- [Supplied material]
....

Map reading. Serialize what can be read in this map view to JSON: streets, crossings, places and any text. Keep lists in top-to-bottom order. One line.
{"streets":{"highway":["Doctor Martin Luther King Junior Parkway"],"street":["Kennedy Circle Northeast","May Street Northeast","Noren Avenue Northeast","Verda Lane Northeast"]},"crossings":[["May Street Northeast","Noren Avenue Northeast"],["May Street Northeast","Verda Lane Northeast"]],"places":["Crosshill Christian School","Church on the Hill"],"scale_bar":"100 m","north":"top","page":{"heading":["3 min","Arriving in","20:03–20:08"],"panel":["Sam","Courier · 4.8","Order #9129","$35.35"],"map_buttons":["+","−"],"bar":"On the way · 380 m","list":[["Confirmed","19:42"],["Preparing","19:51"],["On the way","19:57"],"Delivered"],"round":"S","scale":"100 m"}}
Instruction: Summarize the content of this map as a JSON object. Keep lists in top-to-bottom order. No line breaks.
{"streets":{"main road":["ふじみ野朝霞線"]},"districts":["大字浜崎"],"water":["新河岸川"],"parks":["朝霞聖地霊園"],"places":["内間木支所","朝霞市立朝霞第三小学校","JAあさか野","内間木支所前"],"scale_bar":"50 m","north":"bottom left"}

....

- [About this exercise] Each line above must be retyped exactly.

- [Exercise response]
Map reading. Serialize what can be read in this map view to JSON: streets, crossings, places and any text. Keep lists in top-to-bottom order. One line.
{"streets":{"highway":["Doctor Martin Luther King Junior Parkway"],"street":["Kennedy Circle Northeast","May Street Northeast","Noren Avenue Northeast","Verda Lane Northeast"]},"crossings":[["May Street Northeast","Noren Avenue Northeast"],["May Street Northeast","Verda Lane Northeast"]],"places":["Crosshill Christian School","Church on the Hill"],"scale_bar":"100 m","north":"top","page":{"heading":["3 min","Arriving in","20:03–20:08"],"panel":["Sam","Courier · 4.8","Order #9129","$35.35"],"map_buttons":["+","−"],"bar":"On the way · 380 m","list":[["Confirmed","19:42"],["Preparing","19:51"],["On the way","19:57"],"Delivered"],"round":"S","scale":"100 m"}}
Instruction: Summarize the content of this map as a JSON object. Keep lists in top-to-bottom order. No line breaks.
{"streets":{"main road":["ふじみ野朝霞線"]},"districts":["大字浜崎"],"water":["新河岸川"],"parks":["朝霞聖地霊園"],"places":["内間木支所","朝霞市立朝霞第三小学校","JAあさか野","内間木支所前"],"scale_bar":"50 m","north":"bottom left"}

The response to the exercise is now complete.